Results: In QPV cases diagnosed at autopsy, Hurwitz’s type-b with three equal cusps and one smaller cusp is dominant, whereas Hurwitz’s type-a with four equal cusps is dominant in clinically diagnosed cases. Congenital heart anomaly and valvular stenosis are more frequent in patients with QPV than in patients with QAV. Coronary artery anomalies and infectious endocarditis are more frequent in patients with QAV than in patients with QPV. The incidence of PR is more common in type-a QPV than in type-b QPV. There is no difference between type-a QAV and type-b QAV with respect to the incidence of aortic regurgitation (AR). It is assumed that QPV is a risk factor for a Ross operation. However, QPVs have been used as autografts in certain patients.

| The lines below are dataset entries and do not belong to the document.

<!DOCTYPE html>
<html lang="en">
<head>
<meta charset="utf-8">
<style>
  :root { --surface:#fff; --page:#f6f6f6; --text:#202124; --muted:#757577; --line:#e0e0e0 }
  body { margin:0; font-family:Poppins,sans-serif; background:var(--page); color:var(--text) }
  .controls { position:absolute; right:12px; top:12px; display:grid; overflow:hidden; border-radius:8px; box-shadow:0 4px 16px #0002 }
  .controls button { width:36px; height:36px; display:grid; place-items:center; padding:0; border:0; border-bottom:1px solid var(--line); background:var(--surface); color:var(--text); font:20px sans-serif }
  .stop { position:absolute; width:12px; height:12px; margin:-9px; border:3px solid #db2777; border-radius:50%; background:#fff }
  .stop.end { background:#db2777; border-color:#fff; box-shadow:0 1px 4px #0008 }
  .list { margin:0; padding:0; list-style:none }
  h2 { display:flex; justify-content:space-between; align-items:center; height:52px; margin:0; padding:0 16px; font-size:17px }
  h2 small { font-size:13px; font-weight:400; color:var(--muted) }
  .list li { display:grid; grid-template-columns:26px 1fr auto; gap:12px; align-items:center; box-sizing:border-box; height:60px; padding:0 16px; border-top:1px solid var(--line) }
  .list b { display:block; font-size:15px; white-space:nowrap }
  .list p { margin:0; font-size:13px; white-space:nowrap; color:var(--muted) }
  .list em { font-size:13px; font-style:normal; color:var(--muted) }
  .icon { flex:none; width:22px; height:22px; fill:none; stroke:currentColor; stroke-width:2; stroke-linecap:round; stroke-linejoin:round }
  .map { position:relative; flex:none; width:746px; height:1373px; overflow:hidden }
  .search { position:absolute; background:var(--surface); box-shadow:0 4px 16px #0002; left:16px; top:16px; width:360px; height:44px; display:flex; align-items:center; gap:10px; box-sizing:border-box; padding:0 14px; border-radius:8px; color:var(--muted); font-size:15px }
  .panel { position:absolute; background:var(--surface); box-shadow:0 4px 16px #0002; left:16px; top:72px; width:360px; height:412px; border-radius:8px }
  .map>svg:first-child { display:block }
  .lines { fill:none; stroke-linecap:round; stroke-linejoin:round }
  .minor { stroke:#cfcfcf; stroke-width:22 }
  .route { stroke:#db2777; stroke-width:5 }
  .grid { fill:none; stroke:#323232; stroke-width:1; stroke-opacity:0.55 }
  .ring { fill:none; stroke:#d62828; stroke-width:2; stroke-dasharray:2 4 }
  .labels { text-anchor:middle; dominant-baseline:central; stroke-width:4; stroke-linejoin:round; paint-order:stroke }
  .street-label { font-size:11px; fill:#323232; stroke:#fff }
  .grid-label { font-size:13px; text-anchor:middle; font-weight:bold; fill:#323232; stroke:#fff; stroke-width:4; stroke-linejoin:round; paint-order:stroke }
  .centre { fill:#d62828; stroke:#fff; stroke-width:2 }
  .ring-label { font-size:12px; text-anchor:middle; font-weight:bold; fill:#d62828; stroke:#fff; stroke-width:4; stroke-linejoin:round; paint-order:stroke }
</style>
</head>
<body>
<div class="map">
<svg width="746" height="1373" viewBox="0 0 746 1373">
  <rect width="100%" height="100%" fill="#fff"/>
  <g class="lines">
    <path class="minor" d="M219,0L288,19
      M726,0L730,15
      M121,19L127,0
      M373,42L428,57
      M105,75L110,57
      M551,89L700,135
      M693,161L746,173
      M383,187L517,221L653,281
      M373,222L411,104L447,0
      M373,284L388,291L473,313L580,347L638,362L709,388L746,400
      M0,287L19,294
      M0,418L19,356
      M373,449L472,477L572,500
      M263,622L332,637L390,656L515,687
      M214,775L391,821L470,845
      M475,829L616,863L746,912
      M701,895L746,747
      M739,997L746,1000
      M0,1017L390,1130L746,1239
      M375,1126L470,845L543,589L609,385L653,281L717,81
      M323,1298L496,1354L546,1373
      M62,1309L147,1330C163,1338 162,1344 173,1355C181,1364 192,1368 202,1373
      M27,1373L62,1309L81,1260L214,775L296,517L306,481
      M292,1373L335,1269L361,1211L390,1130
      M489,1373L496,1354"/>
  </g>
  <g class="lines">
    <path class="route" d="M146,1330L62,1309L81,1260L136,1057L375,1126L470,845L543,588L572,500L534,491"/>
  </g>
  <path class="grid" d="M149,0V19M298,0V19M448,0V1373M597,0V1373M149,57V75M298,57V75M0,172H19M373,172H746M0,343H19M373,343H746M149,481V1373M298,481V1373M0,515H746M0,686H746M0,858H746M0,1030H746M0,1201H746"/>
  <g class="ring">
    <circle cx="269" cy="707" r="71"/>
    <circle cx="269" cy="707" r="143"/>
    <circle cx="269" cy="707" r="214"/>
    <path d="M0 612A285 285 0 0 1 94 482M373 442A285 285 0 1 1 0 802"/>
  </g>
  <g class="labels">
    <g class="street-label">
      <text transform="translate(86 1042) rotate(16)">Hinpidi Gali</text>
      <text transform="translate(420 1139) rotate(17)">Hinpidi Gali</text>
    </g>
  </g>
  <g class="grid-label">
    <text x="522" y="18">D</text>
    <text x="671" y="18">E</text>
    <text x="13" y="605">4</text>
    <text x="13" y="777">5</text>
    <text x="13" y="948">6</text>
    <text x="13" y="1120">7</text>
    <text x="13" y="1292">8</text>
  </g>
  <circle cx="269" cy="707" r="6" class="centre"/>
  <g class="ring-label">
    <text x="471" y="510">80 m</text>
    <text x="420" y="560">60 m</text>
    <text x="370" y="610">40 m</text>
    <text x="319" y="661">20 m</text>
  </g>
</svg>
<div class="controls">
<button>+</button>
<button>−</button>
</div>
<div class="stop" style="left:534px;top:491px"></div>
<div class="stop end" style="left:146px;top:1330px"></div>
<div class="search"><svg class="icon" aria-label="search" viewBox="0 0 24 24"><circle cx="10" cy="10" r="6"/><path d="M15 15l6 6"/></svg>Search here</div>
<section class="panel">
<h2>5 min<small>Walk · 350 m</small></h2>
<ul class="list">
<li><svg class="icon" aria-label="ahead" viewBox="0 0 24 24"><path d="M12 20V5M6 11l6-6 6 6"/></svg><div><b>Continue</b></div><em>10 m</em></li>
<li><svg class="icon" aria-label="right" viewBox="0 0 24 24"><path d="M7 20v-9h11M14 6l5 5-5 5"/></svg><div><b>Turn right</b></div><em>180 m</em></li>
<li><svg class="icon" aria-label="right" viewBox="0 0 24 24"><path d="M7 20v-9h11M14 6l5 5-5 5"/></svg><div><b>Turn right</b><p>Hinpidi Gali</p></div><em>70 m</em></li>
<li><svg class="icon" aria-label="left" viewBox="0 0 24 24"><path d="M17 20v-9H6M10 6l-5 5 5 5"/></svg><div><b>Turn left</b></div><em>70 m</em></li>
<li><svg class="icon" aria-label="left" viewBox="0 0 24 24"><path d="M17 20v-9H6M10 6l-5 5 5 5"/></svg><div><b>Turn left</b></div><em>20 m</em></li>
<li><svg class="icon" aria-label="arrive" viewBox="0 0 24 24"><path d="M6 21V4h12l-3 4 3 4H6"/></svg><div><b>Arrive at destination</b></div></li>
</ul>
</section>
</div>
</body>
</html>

Conclusion: Between QPV and QAV, various differences were found in frequency rates, diagnostic methods, valve morphology, valve function, associated congenital heart diseases, and frequencies of infectious endocarditis.

Keywords: Aortic regurgitation, echocardiography, infant, neural crest cell, pulmonary regurgitation, pulmonary stenosis.